Austin indicó que “esto es una manera diferente de pensar la estrategia misma
de al empresa, en la cual lo económico y lo social van mano a mano”.
“Hay diferentes motivaciones para invertir en responsabilidad social
empresaria. Algunas de ellas son muy utilitaristas y otras más altruistas. Pero
en cualquier caso, lo importante es que las motivaciones no sean débiles”,
sostuvo.
“Hay varios beneficios que los empresarios ven en la responsabilidad social
empresaria. Uno de ellos es que esto da una motivación importante a los
empleados, quienes se sienten mejor por estar involucrados en actividades
sociales. También pueden generar una mayor aceptación por parte de los
consumidores y de algunos inversores que privilegian a las empresas socialmente
responsables”, comentó.
“Lo que hacen estas empresas es pensar en inversiones que producen retornos
tanto económicos como sociales. No se trata sólo de buenas intenciones, porque
las buenas intenciones a veces llegan a resultados muy diferentes”, añadió.
“Muchas empresas están colaborando y haciendo alianzas con organizaciones
sociales de la sociedad civil y del sector público. En algunos casos, en estas
alianzas se genera un intercambio de valores en el marco de una colaboración más
sustancial. Esto es más significativo tanto para la empresa como para la
organización social. En algunas situaciones, la colaboración llega a ser tan
estrecha que ambas se integran con mucha fuerza”, comentó.
“Hay diferentes grados de intensidad en las alianzas. Los puntos de contacto
son valores, estrategias y visiones. Cuando más alineadas sean las alianzas, más
valor van a producir tanto para la empresa como para las organizaciones
sociales. Se genera más valor cuando cada uno de los socios combinan esfuerzos
para crear activos nuevos que capturen todas las energías”, remarcó Austin.
“Una vez que se crea el valor, hay que mantenerlo. Hay que tener equilibrio
en el intercambio de valores; es un camino de doble vía en el que hay que dar y
recibir. Además, hay que renovar el valor creado, porque el valor, si bien es un
activo intangible, también es altamente depreciable. En las alianzas sociales
hay que renovar de manera constante”, indicó.
“La renovación de valor es un ciclo virtuoso.
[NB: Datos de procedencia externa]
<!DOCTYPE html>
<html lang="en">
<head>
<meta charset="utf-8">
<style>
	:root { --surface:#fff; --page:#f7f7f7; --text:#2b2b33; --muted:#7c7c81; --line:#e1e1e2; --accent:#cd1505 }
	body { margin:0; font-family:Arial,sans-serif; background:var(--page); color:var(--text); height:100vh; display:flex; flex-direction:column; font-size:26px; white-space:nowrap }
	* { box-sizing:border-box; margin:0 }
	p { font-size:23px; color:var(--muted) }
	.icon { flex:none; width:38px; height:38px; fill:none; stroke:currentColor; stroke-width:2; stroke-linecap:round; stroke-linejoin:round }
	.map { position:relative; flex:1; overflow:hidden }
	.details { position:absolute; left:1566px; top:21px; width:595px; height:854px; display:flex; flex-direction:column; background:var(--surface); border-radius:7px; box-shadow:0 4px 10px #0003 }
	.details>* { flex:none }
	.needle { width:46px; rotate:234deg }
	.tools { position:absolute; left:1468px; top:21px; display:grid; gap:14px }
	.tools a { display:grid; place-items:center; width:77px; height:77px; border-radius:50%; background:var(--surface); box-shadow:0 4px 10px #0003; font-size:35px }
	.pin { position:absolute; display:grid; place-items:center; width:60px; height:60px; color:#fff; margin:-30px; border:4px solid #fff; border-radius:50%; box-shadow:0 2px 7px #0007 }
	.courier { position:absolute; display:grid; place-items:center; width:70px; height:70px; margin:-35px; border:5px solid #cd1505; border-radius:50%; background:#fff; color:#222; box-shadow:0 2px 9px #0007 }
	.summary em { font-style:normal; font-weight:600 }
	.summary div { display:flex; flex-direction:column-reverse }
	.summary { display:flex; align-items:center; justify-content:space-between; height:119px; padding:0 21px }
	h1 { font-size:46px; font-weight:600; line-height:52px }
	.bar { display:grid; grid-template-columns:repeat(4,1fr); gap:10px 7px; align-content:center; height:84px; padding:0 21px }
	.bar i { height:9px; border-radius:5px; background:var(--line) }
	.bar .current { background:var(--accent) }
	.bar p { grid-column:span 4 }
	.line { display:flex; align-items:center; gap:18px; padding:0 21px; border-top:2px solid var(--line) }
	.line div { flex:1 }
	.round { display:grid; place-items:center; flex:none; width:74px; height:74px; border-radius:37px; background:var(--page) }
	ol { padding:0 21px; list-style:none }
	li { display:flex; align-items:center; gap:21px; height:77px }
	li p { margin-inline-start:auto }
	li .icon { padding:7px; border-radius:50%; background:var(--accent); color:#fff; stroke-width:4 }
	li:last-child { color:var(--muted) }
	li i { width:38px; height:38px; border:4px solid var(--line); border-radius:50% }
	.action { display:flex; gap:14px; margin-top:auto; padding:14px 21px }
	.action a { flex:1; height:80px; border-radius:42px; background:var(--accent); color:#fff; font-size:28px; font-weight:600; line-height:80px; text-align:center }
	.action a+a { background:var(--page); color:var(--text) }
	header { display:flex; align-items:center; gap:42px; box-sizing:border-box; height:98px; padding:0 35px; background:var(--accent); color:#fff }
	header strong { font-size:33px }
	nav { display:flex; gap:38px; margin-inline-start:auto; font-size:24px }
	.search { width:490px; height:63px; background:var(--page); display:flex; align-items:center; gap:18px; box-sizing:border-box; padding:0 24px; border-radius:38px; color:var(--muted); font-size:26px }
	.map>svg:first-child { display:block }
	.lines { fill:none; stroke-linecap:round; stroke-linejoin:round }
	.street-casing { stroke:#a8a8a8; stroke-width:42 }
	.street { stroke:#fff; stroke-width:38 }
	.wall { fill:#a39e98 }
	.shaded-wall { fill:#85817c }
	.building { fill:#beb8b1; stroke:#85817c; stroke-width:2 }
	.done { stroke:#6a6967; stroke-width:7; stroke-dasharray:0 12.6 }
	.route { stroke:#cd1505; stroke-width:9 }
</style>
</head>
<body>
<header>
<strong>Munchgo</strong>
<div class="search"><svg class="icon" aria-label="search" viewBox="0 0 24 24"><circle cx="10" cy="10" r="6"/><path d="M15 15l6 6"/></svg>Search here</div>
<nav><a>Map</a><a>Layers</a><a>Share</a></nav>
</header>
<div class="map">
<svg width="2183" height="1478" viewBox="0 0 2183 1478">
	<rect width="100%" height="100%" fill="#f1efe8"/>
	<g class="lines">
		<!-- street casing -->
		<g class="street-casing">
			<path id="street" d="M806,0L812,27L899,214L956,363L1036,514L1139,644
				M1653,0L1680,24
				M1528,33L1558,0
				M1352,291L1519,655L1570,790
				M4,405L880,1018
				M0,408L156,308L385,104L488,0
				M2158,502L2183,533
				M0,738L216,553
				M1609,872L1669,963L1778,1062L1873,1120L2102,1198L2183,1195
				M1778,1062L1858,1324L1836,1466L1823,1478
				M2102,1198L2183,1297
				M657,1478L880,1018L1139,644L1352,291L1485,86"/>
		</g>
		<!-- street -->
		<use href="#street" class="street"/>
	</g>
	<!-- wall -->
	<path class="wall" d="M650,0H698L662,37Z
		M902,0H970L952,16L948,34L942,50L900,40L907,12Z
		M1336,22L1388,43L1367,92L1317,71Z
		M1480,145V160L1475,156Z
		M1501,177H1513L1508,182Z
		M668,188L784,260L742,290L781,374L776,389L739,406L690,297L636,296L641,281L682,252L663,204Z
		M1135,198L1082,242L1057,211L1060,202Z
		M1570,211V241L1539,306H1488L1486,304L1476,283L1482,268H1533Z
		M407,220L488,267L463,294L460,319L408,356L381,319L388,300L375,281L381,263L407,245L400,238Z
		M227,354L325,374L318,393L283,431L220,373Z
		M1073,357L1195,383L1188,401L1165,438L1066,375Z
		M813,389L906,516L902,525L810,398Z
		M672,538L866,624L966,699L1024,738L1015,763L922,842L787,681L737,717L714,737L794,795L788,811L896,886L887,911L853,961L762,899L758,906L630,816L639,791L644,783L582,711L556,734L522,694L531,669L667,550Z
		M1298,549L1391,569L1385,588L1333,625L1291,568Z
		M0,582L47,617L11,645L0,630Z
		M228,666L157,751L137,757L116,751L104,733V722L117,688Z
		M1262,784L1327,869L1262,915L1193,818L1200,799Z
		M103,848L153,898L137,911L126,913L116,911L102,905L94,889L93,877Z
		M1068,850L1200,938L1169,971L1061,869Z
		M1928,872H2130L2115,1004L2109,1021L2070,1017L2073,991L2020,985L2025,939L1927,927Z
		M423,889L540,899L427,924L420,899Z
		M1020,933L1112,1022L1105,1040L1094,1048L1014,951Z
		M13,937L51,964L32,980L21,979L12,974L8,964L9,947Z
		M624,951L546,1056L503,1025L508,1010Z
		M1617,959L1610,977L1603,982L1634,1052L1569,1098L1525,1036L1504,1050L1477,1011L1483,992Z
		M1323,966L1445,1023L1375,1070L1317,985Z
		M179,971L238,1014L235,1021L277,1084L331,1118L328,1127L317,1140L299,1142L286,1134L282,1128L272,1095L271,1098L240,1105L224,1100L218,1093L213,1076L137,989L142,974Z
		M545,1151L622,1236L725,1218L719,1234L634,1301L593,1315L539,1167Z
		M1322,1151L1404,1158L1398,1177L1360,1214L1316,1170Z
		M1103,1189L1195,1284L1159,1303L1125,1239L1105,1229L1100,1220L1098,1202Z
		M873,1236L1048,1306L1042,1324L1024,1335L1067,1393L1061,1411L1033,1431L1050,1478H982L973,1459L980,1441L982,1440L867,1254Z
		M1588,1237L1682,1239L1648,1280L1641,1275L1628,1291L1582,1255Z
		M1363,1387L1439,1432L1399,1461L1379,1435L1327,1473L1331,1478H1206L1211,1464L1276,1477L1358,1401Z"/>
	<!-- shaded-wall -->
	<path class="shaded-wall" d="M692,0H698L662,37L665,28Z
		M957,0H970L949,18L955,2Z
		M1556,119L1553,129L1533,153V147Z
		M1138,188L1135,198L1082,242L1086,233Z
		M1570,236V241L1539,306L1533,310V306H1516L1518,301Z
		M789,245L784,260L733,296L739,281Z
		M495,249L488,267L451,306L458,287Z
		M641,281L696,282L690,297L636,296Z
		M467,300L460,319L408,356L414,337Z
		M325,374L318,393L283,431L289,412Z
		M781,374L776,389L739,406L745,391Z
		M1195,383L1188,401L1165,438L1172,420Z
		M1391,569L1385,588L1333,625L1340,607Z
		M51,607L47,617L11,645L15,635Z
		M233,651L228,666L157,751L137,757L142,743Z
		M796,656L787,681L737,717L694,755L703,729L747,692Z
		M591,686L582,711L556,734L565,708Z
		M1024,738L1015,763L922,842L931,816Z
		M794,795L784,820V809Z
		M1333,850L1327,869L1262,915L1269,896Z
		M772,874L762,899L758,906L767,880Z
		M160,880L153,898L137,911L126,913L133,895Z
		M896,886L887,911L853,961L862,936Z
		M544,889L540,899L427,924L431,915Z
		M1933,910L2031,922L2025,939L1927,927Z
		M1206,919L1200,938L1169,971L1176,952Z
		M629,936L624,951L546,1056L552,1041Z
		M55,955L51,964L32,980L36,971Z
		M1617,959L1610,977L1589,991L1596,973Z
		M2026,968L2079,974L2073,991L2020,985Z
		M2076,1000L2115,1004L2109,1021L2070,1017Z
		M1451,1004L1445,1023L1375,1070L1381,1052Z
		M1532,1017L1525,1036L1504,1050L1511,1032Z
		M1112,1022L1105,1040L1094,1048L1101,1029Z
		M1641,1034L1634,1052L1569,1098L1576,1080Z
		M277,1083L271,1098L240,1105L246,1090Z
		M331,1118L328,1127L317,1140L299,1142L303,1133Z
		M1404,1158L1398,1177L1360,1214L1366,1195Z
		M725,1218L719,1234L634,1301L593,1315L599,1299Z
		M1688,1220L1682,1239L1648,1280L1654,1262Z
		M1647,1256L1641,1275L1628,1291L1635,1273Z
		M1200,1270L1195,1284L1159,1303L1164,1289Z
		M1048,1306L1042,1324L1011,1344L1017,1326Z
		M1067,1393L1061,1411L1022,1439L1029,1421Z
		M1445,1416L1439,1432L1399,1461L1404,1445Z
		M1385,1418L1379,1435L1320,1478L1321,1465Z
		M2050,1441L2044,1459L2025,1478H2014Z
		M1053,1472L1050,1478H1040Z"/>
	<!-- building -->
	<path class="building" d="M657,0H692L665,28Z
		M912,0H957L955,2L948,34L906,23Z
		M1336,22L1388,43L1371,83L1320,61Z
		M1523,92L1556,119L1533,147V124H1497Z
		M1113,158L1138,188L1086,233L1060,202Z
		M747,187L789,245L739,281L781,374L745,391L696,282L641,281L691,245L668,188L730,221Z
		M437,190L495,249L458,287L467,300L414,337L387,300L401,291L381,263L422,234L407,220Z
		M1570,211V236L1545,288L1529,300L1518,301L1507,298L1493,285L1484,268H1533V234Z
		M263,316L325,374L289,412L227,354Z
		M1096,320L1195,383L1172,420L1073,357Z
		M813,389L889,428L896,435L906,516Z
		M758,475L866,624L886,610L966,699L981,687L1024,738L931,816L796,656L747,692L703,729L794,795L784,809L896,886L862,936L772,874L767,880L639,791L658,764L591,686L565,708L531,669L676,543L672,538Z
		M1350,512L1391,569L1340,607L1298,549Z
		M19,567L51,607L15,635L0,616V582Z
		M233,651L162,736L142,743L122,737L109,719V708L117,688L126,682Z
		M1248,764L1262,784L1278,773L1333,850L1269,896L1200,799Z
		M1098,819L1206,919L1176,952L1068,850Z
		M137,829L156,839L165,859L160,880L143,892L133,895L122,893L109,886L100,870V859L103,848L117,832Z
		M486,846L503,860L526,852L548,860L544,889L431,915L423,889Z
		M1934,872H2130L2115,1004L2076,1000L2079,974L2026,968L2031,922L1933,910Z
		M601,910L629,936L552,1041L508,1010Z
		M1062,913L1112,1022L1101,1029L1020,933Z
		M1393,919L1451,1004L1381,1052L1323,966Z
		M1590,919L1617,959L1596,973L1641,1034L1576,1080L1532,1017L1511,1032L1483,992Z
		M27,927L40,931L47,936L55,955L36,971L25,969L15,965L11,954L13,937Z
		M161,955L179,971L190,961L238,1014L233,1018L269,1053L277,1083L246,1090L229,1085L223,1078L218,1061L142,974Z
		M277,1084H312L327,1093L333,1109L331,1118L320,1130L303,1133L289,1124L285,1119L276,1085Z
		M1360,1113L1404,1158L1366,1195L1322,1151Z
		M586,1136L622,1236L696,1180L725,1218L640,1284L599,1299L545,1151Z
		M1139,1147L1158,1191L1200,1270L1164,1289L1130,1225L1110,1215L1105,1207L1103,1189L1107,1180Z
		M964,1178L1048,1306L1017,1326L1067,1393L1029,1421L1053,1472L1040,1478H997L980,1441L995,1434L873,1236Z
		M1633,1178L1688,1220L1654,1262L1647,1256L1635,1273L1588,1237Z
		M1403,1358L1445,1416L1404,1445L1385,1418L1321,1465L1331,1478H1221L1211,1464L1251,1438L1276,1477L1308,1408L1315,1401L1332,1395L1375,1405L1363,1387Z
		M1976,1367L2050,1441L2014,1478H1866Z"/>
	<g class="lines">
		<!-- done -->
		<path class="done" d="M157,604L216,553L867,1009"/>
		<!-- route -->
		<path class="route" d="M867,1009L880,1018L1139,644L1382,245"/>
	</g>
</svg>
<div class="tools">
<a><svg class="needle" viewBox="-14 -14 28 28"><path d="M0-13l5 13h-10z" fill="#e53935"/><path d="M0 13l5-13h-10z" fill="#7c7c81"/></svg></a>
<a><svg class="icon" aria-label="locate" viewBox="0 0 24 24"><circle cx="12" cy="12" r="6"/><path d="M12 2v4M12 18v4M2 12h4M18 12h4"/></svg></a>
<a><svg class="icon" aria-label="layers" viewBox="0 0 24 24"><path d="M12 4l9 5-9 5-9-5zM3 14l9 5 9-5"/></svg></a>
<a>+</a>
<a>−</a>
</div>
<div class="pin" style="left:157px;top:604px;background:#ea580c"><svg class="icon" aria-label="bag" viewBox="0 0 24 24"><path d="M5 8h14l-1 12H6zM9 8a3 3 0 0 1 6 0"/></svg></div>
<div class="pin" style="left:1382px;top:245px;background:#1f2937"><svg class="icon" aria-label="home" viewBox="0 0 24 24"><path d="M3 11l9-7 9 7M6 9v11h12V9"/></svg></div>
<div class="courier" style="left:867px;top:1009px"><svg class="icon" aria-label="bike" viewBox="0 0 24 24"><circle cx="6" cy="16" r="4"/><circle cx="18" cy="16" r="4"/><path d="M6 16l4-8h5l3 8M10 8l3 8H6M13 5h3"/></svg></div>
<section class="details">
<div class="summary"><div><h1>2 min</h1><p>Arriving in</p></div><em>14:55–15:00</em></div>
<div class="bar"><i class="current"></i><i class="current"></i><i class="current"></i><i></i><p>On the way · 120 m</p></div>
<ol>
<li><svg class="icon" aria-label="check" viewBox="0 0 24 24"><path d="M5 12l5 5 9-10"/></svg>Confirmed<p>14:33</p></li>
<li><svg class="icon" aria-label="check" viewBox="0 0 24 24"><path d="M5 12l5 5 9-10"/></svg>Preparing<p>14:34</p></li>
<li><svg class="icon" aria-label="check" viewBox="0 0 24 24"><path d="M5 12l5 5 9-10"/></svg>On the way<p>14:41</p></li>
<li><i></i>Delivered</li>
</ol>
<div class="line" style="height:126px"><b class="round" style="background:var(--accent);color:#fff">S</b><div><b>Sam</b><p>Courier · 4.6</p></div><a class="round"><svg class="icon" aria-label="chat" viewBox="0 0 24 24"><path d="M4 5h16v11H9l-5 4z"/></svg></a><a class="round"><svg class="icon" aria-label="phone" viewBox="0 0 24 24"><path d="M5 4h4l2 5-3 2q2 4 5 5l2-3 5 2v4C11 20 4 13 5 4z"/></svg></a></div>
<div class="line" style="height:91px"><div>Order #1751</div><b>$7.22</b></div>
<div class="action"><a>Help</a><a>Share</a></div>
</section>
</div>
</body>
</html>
Hemos encontrado que para
recibir más en estas alianzas, hay que dar más. ¿Qué cree que necesita esa
entidad pública? ¿Que necesita esa organización social? Al pensar en esto uno
recibe valor que se incrementa creando un círculo virtuoso”, señaló el
investigador estadounidense.
“Uno puede tener una alianza bien alineada y puede estar creando valor
social, pero si no se lo maneja bien, fracasa. Hemos encontrado que a estas
alianzas hay que prestarle atención focalizada, es decir, alguien tiene que
estar encargado de esto dentro de su empresa; hay que producir confianza entre
los diferentes actores”, destacó.
“Estas alianzas sociales no son fáciles de hacer. Hay muchas barreras que
pueden impedir estas alianzas; hay muchas barreras, porque las culturas
organizacionales de las empresas por lo general son muy diferentes de las
culturas de las organizaciones sociales. No hablan el mismo idioma. La manera de
tomar decisiones es diferente. Su estilo de operar es distinto. Es casi como ir
a otro país y tener que aprender una cultura diferente”, afirmó.
“Además, los objetivos entre ambos actores no siempre pueden ser idénticos y
toda alianza siempre implica tener que ceder un poco de control y esto no es
fácil. Todas estas son barreras”, advirtió.
“En las alianzas más fuertes los socios tenían bien claros cuáles eran los
objetivos de dicha alianza. Otro aspecto es una buena comunicación entre los
socios y además a la gente de la empresa, para explicarles porqué es importante
colaborar con las organizaciones sociales. En las alianzas más fuertes la
pregunta clave fue, ¿cómo podría crear valor para mis socios?”, comentó.
“Otro aspecto importante es la confianza; ésta se produce durante el tiempo
por los hechos, no por las palabras. Esto debe ser una relación de largo plazo”,
indicó.
“Los CREA han sido grandes productores de valor económico y estoy convencido de que además pueden ser grandes productores de valor social”, concluyó Austin.